■ Problem statement:
Pull every line containing "width" from the data.

Input for this task Block Start

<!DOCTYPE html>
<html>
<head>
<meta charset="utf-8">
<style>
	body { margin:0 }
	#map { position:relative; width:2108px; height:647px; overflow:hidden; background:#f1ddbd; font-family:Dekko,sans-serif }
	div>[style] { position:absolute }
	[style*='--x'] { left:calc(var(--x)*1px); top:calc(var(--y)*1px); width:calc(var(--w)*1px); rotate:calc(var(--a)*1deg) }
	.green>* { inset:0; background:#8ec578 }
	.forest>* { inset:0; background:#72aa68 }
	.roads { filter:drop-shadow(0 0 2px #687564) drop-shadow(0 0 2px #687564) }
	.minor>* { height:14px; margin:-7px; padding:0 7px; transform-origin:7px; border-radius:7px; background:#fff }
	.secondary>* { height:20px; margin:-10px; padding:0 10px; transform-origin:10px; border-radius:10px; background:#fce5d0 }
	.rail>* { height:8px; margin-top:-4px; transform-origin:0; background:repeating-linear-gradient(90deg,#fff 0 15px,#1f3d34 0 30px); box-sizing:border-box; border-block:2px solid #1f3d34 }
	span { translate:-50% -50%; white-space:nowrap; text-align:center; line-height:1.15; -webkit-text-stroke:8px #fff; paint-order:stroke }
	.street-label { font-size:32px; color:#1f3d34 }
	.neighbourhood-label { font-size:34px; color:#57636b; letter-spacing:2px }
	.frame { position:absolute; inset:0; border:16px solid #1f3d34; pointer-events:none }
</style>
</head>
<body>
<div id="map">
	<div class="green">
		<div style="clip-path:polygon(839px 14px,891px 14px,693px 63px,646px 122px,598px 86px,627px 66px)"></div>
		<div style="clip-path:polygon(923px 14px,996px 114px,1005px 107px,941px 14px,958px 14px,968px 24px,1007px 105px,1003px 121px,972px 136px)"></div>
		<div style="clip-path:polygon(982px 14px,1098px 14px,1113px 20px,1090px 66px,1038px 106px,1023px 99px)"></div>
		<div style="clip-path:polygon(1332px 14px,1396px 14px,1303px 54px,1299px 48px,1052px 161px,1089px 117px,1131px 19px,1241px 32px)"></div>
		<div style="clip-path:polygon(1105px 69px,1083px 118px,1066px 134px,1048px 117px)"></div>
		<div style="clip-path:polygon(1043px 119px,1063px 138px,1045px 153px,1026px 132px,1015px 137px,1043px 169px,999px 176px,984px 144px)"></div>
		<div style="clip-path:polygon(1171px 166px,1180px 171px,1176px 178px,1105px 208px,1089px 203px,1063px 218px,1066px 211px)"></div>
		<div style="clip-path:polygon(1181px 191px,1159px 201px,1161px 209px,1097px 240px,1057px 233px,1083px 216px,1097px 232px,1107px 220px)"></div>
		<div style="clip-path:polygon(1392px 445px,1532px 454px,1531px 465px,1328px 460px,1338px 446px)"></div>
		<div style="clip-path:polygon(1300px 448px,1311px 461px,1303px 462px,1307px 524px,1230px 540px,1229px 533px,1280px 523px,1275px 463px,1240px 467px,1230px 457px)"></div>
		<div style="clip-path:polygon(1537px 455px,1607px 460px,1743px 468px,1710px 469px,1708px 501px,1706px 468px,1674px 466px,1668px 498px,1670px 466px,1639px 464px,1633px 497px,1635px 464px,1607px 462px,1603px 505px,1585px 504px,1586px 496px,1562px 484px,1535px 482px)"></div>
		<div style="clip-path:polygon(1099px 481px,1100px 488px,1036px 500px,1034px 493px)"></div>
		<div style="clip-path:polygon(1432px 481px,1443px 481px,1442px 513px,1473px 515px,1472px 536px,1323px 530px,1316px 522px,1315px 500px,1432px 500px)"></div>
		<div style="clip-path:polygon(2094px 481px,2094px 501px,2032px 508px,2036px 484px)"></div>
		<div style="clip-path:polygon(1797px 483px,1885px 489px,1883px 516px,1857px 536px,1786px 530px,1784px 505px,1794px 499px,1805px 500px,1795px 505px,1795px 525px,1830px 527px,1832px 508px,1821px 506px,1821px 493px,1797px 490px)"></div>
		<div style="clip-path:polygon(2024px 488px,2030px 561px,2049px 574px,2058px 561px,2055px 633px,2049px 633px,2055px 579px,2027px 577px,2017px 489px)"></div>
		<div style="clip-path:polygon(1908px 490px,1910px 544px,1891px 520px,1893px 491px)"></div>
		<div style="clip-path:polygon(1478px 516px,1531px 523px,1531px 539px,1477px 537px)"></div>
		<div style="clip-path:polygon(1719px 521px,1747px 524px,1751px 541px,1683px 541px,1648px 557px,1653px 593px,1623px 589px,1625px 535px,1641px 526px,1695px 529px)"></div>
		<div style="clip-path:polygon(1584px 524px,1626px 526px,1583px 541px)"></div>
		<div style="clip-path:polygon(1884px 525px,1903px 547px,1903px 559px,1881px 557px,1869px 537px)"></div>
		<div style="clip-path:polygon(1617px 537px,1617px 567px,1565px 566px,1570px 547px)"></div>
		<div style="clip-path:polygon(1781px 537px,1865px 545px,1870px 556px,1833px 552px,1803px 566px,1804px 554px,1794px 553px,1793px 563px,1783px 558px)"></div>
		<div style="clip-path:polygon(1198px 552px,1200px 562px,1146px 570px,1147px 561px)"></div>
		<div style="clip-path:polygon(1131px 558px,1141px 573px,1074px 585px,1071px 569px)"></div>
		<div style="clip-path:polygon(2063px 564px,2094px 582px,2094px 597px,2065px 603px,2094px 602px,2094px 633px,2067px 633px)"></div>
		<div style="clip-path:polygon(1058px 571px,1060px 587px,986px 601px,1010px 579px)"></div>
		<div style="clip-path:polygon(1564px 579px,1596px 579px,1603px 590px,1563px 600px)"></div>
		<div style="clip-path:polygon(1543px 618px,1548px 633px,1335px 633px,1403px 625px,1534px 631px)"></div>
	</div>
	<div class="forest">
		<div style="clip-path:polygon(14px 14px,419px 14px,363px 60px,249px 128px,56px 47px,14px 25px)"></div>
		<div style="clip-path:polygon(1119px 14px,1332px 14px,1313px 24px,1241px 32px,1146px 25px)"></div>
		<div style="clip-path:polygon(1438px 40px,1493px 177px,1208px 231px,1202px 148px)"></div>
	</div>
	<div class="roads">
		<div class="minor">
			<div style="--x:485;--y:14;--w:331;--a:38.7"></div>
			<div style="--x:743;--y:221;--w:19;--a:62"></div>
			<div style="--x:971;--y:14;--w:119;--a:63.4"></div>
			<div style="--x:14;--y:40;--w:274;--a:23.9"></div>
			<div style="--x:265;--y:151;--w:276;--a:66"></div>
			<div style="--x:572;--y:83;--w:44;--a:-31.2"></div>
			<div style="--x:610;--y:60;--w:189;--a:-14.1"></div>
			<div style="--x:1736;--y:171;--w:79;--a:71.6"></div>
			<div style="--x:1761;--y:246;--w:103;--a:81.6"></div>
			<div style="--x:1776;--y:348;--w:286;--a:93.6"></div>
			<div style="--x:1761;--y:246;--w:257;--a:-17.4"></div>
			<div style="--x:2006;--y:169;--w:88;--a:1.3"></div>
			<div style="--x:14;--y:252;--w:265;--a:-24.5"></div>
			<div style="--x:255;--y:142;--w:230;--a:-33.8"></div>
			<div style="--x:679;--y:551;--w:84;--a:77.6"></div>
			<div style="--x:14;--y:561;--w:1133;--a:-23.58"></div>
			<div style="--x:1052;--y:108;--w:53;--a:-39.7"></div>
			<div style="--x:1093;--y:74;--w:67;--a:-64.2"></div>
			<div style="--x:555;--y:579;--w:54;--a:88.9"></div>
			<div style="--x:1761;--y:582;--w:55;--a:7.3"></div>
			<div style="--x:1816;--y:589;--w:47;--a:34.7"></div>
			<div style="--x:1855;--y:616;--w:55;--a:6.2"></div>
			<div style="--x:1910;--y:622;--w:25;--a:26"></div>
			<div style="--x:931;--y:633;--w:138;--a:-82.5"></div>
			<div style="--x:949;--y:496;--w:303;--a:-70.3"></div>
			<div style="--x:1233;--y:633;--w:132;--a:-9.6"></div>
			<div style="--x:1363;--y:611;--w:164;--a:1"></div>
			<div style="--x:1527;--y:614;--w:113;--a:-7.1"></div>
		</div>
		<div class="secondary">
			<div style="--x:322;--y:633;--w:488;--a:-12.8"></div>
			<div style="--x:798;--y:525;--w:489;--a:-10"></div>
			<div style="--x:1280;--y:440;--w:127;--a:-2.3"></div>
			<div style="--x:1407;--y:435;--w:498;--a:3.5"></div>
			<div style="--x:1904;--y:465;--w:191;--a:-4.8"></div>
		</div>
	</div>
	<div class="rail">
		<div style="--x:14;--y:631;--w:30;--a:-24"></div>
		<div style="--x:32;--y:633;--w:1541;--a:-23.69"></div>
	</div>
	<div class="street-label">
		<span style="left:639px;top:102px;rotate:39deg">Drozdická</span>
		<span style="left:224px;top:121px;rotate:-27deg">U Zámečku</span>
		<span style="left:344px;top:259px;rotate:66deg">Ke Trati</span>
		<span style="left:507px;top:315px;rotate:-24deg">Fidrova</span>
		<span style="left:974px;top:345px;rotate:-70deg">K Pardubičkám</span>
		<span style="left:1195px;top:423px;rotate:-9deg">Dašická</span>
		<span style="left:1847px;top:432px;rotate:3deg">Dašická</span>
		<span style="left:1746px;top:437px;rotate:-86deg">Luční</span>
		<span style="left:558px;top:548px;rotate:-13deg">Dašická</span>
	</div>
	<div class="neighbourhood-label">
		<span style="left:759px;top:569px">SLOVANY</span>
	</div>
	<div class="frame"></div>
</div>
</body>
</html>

Input for this task Block End

■ Solved exercise:
	#map { position:relative; width:2108px; height:647px; overflow:hidden; background:#f1ddbd; font-family:Dekko,sans-serif }
	[style*='--x'] { left:calc(var(--x)*1px); top:calc(var(--y)*1px); width:calc(var(--w)*1px); rotate:calc(var(--a)*1deg) }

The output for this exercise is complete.